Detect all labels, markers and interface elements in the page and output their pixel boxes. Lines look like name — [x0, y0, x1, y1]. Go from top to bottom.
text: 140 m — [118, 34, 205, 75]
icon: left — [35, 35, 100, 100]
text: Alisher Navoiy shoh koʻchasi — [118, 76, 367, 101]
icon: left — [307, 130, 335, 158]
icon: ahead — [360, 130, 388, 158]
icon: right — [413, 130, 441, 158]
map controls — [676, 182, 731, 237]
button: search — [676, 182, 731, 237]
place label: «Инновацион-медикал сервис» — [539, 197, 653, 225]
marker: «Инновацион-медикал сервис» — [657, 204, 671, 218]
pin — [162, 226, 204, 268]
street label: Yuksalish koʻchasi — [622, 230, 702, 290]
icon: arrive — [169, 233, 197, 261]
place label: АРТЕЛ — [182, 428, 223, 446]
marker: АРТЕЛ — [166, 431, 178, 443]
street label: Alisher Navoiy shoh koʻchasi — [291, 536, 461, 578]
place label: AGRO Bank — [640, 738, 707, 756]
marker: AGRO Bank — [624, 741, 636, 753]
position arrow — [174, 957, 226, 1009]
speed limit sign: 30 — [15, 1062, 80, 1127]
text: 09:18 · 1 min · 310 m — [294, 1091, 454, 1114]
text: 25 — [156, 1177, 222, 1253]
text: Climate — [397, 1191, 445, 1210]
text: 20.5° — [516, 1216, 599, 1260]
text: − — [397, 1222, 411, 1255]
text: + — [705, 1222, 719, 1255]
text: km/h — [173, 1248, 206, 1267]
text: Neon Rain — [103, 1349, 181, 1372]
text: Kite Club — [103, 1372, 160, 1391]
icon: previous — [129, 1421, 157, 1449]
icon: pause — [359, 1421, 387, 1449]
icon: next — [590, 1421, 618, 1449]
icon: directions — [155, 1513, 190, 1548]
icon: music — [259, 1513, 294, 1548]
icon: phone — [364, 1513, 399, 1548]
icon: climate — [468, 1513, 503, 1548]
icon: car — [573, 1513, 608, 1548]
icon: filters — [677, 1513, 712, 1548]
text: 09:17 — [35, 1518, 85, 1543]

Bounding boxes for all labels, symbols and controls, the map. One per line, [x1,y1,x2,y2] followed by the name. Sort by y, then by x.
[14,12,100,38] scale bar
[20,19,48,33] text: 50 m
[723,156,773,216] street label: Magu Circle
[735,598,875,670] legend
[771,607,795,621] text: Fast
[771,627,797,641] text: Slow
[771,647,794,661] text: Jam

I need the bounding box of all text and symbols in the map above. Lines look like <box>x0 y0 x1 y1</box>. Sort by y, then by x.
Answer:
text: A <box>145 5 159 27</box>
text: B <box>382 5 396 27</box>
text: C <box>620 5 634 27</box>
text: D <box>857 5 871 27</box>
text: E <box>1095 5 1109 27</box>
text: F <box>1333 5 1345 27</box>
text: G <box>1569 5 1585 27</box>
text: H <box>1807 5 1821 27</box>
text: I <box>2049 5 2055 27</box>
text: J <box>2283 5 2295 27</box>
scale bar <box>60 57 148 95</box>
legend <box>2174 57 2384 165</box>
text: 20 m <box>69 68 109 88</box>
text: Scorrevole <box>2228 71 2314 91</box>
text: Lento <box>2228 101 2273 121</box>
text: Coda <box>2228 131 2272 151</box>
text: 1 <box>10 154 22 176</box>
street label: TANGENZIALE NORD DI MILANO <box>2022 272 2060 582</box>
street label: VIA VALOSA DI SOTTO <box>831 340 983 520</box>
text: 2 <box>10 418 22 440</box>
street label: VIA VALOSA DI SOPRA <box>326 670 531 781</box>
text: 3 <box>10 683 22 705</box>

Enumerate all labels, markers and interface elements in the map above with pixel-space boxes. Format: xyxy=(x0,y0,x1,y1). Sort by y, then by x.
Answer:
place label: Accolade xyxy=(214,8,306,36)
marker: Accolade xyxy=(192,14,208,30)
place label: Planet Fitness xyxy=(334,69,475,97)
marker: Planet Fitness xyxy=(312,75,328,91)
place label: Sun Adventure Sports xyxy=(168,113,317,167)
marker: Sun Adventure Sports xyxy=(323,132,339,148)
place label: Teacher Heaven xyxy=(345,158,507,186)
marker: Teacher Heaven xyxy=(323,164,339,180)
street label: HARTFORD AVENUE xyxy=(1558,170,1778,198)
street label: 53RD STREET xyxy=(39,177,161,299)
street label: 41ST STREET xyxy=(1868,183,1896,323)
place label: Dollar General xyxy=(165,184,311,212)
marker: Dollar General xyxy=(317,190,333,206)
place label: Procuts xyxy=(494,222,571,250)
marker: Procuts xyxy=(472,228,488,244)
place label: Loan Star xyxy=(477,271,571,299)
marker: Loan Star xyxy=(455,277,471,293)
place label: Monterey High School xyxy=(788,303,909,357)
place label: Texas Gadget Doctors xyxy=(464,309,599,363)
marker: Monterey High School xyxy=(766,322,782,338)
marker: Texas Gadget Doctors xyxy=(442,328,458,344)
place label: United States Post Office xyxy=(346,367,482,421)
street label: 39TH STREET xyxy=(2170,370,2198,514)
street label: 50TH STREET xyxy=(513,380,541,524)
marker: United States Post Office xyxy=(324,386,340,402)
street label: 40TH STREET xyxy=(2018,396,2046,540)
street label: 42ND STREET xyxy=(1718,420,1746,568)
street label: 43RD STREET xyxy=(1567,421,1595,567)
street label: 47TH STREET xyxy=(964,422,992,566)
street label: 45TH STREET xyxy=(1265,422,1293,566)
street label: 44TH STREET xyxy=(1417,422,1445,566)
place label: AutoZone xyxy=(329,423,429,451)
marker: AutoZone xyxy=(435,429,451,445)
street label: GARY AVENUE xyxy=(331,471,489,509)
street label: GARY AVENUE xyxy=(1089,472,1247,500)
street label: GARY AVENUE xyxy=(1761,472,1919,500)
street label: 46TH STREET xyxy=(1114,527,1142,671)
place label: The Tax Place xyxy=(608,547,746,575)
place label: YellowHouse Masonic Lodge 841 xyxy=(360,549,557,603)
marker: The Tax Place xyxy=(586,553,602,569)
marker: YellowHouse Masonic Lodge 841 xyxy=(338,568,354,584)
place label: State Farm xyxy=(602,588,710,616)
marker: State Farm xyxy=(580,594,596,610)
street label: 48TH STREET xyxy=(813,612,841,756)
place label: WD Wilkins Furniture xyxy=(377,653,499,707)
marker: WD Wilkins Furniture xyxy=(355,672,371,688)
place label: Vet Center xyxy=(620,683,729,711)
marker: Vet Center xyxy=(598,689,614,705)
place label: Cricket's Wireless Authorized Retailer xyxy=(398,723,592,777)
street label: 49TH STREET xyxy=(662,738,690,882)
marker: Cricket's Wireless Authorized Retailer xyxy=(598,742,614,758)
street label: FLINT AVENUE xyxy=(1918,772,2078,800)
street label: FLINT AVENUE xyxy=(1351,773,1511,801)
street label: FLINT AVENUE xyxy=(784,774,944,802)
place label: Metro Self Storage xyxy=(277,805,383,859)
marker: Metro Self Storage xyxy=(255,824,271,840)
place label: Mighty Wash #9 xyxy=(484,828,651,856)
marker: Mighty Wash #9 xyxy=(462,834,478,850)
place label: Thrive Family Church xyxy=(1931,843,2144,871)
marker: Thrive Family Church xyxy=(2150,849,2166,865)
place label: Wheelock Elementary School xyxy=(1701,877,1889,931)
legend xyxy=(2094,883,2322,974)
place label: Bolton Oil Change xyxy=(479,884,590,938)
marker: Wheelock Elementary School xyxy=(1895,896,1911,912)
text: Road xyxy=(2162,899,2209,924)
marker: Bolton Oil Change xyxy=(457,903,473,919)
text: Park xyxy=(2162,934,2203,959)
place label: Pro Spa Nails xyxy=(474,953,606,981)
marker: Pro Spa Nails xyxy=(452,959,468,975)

◆ ◆ ◆

▶ [WHAT IS NEEDED]: Would you retype exactly the lines above, from the line with "Bounding boxes for" to the line with "Enumerate all labels, markers", with both end lines kept and nothing more?

▶ [ANSWER SPACE]:
Bounding boxes for all labels, symbols and controls, the map. One per line, [x1,y1,x2,y2] followed by the name. Sort by y, then by x.
[14,12,100,38] scale bar
[20,19,48,33] text: 50 m
[723,156,773,216] street label: Magu Circle
[735,598,875,670] legend
[771,607,795,621] text: Fast
[771,627,797,641] text: Slow
[771,647,794,661] text: Jam

I need the bounding box of all text and symbols in the map above. Lines look like <box>x0 y0 x1 y1</box>. Sort by y, then by x.
Answer:
text: A <box>145 5 159 27</box>
text: B <box>382 5 396 27</box>
text: C <box>620 5 634 27</box>
text: D <box>857 5 871 27</box>
text: E <box>1095 5 1109 27</box>
text: F <box>1333 5 1345 27</box>
text: G <box>1569 5 1585 27</box>
text: H <box>1807 5 1821 27</box>
text: I <box>2049 5 2055 27</box>
text: J <box>2283 5 2295 27</box>
scale bar <box>60 57 148 95</box>
legend <box>2174 57 2384 165</box>
text: 20 m <box>69 68 109 88</box>
text: Scorrevole <box>2228 71 2314 91</box>
text: Lento <box>2228 101 2273 121</box>
text: Coda <box>2228 131 2272 151</box>
text: 1 <box>10 154 22 176</box>
street label: TANGENZIALE NORD DI MILANO <box>2022 272 2060 582</box>
street label: VIA VALOSA DI SOTTO <box>831 340 983 520</box>
text: 2 <box>10 418 22 440</box>
street label: VIA VALOSA DI SOPRA <box>326 670 531 781</box>
text: 3 <box>10 683 22 705</box>

Enumerate all labels, markers and interface elements in the map above with pixel-space boxes. Format: xyxy=(x0,y0,x1,y1). Sort by y, then by x.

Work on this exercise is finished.